Last week, Australian Defence Force (ADF) Deputy Chief Raymond Griggs (pictured) testified before the Royal Commission Into Institutional Responses to Child Sexual Abuse about physical and sexual abuse in the ADF.
He spoke about a range of incidents and practices, including “nuggeting” – where a hard brush is used to rub boot polish on the genitals of junior defence force recruits.
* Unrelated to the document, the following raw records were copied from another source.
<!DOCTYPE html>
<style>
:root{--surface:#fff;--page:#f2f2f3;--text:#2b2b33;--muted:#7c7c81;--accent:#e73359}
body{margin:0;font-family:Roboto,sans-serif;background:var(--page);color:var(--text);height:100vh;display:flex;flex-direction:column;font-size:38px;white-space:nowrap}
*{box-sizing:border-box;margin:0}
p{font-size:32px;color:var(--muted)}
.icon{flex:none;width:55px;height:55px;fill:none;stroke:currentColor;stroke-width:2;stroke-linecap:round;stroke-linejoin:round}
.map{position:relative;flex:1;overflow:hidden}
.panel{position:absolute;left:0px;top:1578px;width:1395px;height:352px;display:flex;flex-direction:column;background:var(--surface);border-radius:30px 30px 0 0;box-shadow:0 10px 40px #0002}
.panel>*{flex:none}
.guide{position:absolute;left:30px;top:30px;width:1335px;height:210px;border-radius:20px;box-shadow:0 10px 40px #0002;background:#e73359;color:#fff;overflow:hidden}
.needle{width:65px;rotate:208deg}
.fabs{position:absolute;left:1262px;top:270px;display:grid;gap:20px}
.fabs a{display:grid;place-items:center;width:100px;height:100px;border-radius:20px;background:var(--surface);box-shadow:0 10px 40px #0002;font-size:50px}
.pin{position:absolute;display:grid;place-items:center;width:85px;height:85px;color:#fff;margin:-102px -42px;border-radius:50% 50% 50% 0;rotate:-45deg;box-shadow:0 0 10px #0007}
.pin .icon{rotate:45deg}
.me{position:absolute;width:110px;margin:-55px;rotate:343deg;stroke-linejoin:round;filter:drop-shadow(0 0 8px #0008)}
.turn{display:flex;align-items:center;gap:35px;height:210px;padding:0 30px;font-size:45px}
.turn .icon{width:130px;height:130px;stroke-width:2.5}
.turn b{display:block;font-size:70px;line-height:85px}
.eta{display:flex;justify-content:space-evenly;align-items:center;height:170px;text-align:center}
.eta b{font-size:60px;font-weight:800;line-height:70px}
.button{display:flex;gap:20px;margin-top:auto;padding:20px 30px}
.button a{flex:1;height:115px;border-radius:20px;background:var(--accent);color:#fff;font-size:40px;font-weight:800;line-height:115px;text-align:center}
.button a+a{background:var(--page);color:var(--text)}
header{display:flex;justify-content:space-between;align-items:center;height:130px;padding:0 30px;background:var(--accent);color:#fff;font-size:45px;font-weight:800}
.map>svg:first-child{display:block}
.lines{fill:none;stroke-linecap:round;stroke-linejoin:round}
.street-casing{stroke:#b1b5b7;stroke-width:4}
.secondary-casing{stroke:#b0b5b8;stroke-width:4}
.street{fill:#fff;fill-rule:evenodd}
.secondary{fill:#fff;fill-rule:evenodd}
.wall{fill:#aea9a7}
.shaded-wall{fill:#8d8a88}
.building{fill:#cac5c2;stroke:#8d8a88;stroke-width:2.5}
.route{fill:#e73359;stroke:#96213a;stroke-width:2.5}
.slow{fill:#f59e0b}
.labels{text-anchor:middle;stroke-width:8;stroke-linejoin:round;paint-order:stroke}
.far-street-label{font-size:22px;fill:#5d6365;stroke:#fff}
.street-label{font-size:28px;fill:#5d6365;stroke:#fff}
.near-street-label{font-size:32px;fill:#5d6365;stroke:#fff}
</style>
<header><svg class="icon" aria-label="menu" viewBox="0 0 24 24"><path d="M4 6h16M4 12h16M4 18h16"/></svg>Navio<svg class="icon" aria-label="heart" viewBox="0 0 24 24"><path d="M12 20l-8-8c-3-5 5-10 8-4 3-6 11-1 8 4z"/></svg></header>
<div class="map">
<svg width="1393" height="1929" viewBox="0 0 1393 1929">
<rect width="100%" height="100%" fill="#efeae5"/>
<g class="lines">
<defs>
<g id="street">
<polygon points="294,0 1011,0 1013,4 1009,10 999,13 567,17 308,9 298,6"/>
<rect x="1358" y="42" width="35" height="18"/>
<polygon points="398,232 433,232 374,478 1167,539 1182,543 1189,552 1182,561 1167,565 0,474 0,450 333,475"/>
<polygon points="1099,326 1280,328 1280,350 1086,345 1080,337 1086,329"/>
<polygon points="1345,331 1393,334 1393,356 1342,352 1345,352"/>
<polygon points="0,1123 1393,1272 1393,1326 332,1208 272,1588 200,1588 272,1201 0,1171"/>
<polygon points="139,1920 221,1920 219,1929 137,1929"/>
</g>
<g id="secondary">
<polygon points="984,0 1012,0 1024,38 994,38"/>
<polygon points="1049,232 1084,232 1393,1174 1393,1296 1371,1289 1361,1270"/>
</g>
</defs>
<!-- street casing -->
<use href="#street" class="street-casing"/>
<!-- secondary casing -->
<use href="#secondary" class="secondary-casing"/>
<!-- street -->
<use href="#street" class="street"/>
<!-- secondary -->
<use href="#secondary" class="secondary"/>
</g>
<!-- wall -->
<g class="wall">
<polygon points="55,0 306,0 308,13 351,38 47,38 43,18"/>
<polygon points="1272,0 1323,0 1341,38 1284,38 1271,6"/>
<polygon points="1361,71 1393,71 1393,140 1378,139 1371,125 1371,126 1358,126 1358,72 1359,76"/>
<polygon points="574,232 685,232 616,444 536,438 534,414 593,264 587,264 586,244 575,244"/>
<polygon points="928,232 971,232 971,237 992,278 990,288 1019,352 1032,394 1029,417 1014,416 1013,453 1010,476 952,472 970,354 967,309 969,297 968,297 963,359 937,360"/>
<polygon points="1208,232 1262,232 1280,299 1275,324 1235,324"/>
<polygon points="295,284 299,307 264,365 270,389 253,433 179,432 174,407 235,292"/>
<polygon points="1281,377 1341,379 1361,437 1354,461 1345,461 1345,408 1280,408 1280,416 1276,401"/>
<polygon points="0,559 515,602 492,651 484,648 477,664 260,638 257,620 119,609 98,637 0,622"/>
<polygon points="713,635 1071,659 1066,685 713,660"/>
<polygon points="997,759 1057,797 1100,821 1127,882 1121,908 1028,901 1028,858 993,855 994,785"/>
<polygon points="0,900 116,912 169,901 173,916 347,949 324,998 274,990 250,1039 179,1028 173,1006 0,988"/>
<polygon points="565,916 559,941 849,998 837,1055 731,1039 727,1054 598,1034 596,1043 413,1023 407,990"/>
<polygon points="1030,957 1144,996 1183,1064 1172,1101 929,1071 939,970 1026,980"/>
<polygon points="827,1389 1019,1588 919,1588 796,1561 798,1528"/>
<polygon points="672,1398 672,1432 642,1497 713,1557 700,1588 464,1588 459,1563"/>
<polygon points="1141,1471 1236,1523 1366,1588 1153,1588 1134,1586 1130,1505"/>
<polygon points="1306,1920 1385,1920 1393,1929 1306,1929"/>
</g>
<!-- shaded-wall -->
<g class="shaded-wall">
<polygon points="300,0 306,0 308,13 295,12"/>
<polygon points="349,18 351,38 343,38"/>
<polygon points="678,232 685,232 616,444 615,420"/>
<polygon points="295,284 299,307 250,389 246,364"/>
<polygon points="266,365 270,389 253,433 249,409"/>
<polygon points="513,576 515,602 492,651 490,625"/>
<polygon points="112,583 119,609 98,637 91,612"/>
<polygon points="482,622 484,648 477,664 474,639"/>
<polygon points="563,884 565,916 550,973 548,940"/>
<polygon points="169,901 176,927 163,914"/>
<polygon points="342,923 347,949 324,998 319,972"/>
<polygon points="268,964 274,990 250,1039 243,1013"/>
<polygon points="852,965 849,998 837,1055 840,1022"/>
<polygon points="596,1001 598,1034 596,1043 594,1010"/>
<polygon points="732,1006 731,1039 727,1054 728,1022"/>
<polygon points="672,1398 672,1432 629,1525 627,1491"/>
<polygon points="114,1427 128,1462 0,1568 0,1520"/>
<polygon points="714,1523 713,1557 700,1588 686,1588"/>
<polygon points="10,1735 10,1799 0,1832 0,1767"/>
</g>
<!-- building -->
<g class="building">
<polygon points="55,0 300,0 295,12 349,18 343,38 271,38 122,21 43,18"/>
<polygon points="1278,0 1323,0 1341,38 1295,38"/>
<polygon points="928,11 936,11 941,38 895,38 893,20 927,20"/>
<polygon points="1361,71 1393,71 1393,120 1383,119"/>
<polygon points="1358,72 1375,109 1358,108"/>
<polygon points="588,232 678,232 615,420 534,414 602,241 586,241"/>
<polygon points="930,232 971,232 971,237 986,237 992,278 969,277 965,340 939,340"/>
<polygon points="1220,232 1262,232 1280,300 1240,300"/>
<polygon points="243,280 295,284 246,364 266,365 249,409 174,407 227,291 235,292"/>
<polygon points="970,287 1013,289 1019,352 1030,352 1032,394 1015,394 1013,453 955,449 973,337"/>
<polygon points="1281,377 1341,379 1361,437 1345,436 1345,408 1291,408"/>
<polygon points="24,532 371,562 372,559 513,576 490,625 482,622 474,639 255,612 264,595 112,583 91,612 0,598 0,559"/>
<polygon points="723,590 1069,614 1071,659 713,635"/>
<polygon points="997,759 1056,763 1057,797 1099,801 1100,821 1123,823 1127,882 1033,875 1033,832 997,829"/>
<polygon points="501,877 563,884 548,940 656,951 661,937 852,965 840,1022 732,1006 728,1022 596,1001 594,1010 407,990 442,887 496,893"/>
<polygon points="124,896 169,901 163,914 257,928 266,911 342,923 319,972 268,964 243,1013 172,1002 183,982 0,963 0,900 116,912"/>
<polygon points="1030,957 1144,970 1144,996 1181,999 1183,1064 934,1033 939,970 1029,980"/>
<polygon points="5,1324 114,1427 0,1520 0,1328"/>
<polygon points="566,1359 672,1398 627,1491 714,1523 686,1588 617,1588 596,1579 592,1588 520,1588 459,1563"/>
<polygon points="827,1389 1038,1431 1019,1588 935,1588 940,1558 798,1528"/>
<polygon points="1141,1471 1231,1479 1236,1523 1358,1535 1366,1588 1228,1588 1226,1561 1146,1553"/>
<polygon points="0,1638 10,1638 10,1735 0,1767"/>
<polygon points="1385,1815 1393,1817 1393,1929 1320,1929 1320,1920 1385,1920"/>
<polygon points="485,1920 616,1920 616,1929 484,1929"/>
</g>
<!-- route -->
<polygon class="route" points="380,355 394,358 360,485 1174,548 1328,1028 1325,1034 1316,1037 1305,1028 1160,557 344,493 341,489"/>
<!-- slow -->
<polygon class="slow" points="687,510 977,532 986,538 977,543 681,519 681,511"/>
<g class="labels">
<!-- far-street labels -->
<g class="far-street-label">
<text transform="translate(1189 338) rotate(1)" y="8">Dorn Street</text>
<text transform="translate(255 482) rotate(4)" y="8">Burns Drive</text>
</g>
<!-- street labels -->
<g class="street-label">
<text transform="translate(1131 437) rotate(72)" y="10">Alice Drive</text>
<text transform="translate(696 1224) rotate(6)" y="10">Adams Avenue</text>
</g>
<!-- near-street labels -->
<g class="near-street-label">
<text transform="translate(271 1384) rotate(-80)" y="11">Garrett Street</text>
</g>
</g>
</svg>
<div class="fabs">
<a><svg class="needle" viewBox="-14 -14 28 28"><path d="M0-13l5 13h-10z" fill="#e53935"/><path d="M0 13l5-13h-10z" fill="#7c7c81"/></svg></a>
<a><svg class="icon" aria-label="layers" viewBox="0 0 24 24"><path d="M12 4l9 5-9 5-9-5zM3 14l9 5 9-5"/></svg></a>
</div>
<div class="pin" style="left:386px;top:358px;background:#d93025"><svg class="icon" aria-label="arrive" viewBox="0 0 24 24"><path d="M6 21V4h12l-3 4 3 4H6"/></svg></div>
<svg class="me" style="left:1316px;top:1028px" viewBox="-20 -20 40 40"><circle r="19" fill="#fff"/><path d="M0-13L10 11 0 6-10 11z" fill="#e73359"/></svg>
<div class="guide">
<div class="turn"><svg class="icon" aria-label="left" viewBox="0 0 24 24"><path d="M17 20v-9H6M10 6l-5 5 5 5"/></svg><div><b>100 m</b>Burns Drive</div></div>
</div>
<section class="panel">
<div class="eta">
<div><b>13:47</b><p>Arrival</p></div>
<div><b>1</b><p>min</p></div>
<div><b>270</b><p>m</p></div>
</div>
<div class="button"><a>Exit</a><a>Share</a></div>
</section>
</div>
He also spoke of the practice of pushing cadets’ heads into used toilet bowls and pinching their genitals in the shower.
The latest Royal Commission case-study is focusing on the experiences of child sexual abuse victims at HMAS Leeuwin between 1960 to 1980, the Army Apprentice School Balcombe between 1970 to 1980 and ADF Cadets from 2000 onward.
The Royal Commission heard the ADF has records of 154 reported incidents of abuse within the cadet program dating from 2001 – noting the problem is likely to be much more prevalent given the culture of under-reporting.
Mr Griggs undertook to implement changes aimed at reducing the number of future incidents.
Institutional Sexual Assault
In 2013, Australia’s Governor-General Quentin Bryce, acting on the advice of then Prime Minister Julia Gillard, established the current Royal Commission.
The Commission’s final report will not be released until 2017, with victims’ groups saying reform is long overdue.
States have responded in various ways – earlier this year, New South Wales moved to scrap the time limit for civil claims against alleged abusers, meaning compensation can be sought at any time.
The move is consistent with the criminal law, which does not have a limitation period for serious sexual assault cases.
Criminal Charges for Institutions
Justice McClellan, the Royal Commission’s President, has flagged a recommendation for institutions to face criminal charges for abuses within their facilities.
In both Canada and the UK, institutions may be liable for the “deliberate criminal act of a member of that institution”, even when the institution itself has acted without negligence.
McClellan says this may assist victims in achieving justice.
Those who speak out about institutional abuse report being bullied, intimidated and isolated.
A woman, identified only as CJF, told the Commission she was “bullied for reporting former cadet instructor Christopher Adams, who is now in gaol for sexually abusing teenage cadets.”
The woman was only 15-year-old when Mr Adams began grooming her, before pressuring her into sex. She testified feeling too afraid and ashamed to initially report the conduct, fearing the potential repercussions.
Police forces across Australia have also been criticised for ignoring abuse committed by senior officers against junior females. Statistics suggest that 22% of sexual abuse reports against police end without any consequences for the officers accused, and that most others resulted in internal counselling only.
The Commission has also suggested a National Redress Scheme, where victims can seek compensation outside the court system.
However, we will need to wait for the Commission’s final recommendations next year before the ball can start rolling on the implementation of the measures.